- **PROBLEM TO WORK ON**: Read through the data, and wherever a line holds the word "canvas", write that line out.
___ INFORMATION SHOWN ___
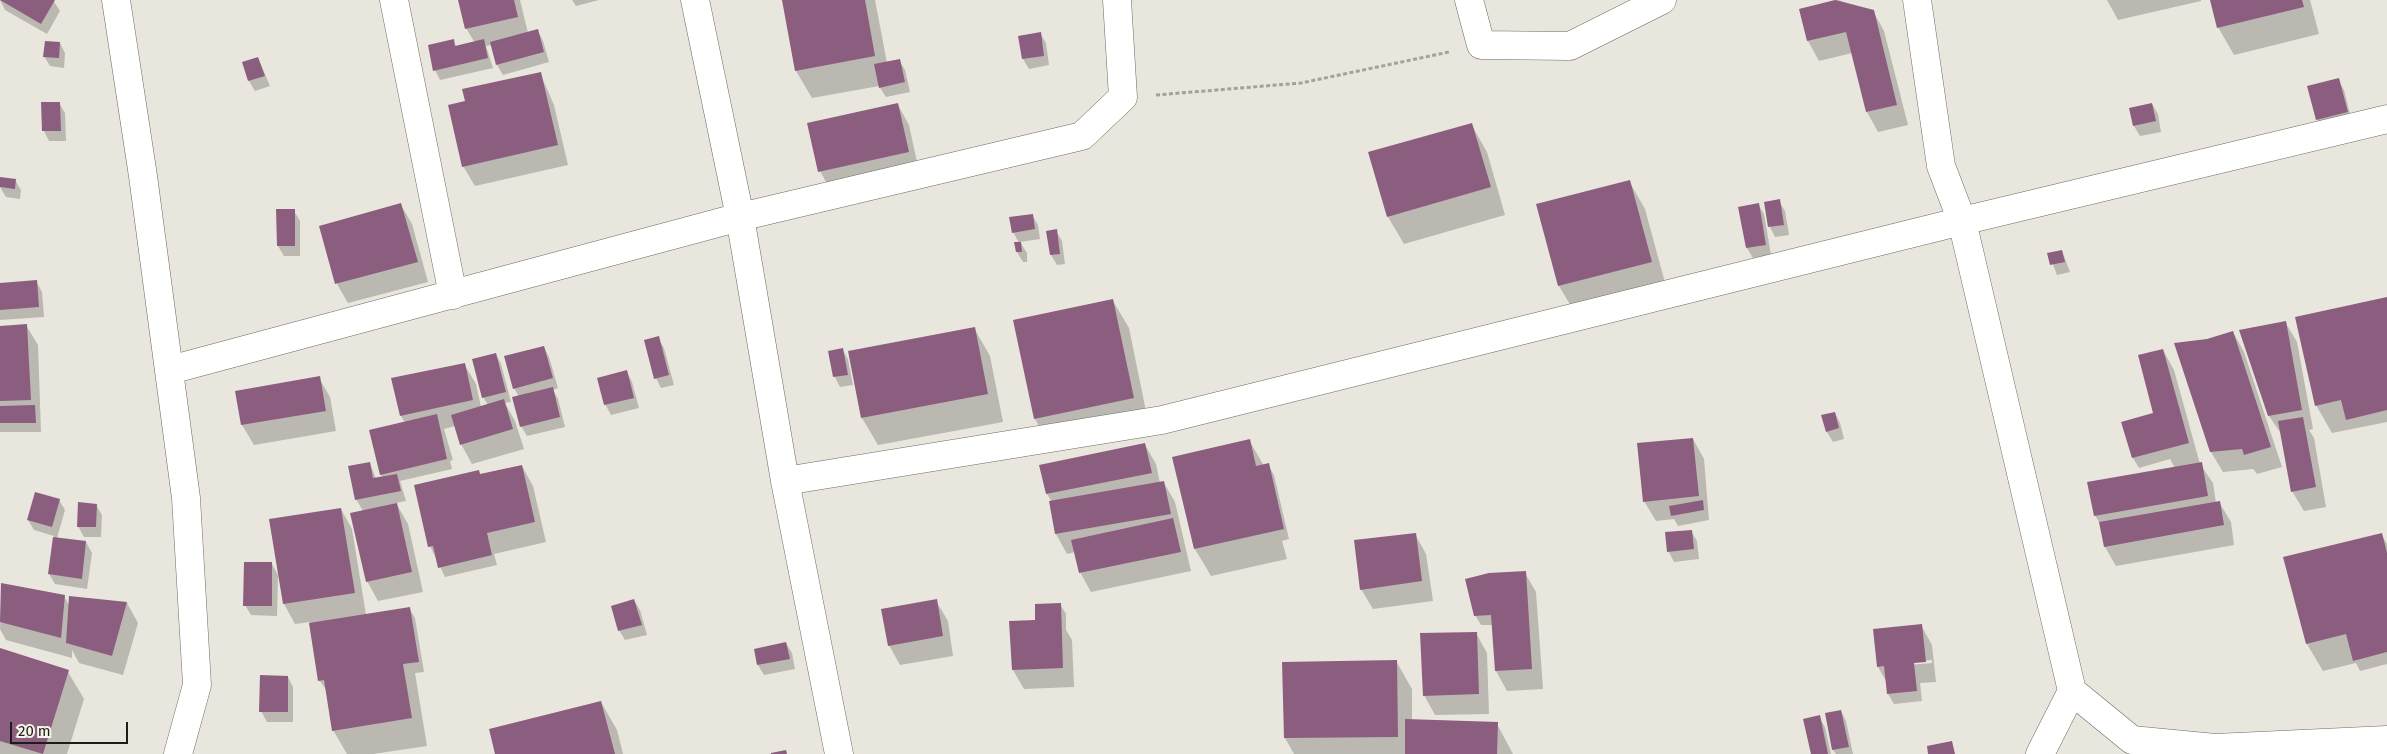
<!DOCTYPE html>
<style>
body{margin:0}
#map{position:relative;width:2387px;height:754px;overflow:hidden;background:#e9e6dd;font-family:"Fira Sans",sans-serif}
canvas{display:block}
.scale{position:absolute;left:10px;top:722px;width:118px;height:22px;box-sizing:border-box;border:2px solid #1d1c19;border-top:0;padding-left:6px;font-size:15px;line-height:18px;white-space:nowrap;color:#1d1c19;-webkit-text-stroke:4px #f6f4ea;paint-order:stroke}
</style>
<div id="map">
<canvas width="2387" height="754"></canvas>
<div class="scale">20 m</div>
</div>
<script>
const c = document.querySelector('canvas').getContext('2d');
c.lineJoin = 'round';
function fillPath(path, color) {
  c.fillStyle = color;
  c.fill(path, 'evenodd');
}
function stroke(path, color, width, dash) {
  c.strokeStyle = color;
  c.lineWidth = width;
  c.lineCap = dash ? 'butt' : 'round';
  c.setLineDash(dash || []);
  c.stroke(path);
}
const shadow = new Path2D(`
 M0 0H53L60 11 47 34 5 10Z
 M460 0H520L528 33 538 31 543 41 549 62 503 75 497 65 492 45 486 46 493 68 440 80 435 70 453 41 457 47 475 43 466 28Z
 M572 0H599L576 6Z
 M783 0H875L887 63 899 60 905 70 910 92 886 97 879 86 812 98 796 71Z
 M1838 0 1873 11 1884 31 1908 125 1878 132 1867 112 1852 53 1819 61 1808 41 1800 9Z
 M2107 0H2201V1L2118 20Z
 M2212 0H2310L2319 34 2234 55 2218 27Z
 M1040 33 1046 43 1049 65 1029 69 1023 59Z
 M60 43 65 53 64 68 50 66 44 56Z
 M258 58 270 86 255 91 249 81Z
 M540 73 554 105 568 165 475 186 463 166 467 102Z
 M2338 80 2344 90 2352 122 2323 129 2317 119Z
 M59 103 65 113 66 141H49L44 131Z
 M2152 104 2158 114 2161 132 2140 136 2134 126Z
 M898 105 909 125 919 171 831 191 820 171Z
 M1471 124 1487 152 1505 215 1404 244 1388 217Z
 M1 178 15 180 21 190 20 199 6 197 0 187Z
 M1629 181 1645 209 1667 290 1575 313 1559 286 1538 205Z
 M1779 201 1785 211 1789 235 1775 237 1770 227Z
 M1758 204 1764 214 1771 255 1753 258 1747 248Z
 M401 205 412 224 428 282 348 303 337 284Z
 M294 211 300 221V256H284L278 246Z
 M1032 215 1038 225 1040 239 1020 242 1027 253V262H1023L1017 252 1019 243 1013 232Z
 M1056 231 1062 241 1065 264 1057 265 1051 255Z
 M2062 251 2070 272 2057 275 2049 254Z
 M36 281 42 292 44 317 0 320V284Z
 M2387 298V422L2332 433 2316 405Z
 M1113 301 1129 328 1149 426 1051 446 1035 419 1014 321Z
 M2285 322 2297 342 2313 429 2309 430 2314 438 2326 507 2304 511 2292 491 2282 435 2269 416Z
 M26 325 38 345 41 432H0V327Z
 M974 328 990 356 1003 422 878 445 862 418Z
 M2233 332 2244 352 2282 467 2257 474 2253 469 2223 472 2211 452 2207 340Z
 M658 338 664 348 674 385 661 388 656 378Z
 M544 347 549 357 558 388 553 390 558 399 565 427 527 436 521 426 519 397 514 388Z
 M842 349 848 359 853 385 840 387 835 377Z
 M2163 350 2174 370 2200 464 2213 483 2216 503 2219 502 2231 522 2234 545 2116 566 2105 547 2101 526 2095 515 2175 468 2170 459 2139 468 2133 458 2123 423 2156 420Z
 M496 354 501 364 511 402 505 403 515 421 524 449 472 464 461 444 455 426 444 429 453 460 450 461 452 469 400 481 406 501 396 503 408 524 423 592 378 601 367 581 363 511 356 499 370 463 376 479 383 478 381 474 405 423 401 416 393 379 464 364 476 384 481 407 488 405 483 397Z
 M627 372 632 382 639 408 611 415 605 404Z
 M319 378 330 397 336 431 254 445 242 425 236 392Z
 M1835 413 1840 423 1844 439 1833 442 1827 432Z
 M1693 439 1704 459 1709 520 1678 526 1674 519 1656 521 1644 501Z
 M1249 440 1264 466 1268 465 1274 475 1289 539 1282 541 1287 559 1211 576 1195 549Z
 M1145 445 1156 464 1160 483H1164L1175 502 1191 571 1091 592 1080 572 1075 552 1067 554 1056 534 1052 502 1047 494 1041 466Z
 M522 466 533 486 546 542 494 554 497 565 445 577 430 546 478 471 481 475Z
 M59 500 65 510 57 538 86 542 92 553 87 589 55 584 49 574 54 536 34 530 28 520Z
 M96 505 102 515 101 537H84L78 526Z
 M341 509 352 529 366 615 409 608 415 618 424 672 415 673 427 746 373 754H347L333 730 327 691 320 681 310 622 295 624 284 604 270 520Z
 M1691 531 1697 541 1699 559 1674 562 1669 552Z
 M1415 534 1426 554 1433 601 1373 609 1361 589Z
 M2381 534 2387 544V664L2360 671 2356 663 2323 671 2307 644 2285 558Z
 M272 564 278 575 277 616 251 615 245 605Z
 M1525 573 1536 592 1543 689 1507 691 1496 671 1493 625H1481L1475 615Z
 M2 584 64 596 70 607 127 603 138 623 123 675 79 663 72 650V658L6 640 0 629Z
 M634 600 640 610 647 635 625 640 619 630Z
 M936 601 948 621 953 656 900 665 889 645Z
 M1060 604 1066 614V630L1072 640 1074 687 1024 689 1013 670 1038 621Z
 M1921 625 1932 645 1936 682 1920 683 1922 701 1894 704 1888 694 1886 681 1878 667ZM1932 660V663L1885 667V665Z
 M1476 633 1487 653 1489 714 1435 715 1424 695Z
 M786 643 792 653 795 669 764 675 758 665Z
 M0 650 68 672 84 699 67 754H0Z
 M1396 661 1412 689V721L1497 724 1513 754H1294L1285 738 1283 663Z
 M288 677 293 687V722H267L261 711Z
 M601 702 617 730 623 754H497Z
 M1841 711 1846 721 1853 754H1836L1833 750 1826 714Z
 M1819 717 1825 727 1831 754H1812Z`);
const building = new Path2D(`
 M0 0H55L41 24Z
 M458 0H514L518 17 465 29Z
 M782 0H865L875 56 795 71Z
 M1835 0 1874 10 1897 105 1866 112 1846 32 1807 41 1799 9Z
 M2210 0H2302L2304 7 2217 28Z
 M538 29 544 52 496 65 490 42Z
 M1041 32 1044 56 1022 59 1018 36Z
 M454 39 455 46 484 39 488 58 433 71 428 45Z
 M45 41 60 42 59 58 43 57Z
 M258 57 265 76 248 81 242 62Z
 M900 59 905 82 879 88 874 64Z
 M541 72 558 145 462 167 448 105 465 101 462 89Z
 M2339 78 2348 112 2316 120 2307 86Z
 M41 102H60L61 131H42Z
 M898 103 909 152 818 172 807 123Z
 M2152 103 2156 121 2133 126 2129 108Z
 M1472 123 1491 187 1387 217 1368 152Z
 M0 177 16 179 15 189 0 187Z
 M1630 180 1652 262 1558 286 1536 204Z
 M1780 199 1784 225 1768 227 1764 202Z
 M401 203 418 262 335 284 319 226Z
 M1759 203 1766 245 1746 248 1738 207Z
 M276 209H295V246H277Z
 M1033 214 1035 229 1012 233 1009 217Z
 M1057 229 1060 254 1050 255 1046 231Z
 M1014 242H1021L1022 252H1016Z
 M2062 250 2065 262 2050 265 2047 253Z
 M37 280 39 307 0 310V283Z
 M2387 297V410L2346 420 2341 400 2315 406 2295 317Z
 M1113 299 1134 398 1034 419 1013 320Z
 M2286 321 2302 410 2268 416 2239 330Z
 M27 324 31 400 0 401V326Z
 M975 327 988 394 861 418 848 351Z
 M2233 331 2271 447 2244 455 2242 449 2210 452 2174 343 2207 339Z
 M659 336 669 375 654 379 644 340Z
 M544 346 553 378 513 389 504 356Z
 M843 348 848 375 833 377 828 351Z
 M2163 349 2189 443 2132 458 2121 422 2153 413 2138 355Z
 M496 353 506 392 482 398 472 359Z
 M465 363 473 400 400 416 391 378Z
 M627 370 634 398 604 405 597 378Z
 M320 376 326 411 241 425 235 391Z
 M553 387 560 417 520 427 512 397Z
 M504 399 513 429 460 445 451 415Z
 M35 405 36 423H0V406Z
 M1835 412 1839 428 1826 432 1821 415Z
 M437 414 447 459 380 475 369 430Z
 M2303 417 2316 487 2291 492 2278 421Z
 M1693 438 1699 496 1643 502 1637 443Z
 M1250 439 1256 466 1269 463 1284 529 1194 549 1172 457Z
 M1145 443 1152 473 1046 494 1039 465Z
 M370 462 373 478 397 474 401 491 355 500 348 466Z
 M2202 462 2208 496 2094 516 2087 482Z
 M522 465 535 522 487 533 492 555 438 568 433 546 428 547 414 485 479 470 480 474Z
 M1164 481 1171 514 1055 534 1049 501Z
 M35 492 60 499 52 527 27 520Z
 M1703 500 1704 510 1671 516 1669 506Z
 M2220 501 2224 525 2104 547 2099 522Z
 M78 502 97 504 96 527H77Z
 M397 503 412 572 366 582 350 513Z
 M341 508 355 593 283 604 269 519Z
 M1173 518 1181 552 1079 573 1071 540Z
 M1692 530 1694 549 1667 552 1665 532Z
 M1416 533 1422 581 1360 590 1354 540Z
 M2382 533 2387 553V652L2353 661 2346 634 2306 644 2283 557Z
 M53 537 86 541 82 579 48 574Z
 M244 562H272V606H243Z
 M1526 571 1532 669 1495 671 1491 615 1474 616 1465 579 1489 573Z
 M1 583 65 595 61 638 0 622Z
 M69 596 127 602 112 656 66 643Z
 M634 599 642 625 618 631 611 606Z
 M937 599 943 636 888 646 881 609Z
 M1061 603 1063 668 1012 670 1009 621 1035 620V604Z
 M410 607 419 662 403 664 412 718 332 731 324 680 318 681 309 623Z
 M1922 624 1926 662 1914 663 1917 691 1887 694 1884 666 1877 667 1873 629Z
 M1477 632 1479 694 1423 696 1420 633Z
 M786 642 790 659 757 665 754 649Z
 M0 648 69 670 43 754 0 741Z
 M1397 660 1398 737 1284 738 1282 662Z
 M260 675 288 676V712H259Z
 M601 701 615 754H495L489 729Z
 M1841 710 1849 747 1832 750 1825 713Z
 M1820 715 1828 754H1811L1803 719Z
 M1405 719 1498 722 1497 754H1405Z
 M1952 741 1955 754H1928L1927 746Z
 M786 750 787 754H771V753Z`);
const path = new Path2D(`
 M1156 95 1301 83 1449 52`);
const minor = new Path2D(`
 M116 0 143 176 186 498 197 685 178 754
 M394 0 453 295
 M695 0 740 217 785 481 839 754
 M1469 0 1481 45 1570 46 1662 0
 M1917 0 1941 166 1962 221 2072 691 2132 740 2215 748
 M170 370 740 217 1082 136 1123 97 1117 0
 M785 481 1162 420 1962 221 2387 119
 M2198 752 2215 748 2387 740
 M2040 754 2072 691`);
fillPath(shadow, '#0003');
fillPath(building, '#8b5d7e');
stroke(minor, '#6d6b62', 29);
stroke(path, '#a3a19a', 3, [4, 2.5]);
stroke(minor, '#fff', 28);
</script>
___
- **EXERCISE SOLUTION**:
canvas{display:block}
<canvas width="2387" height="754"></canvas>
const c = document.querySelector('canvas').getContext('2d');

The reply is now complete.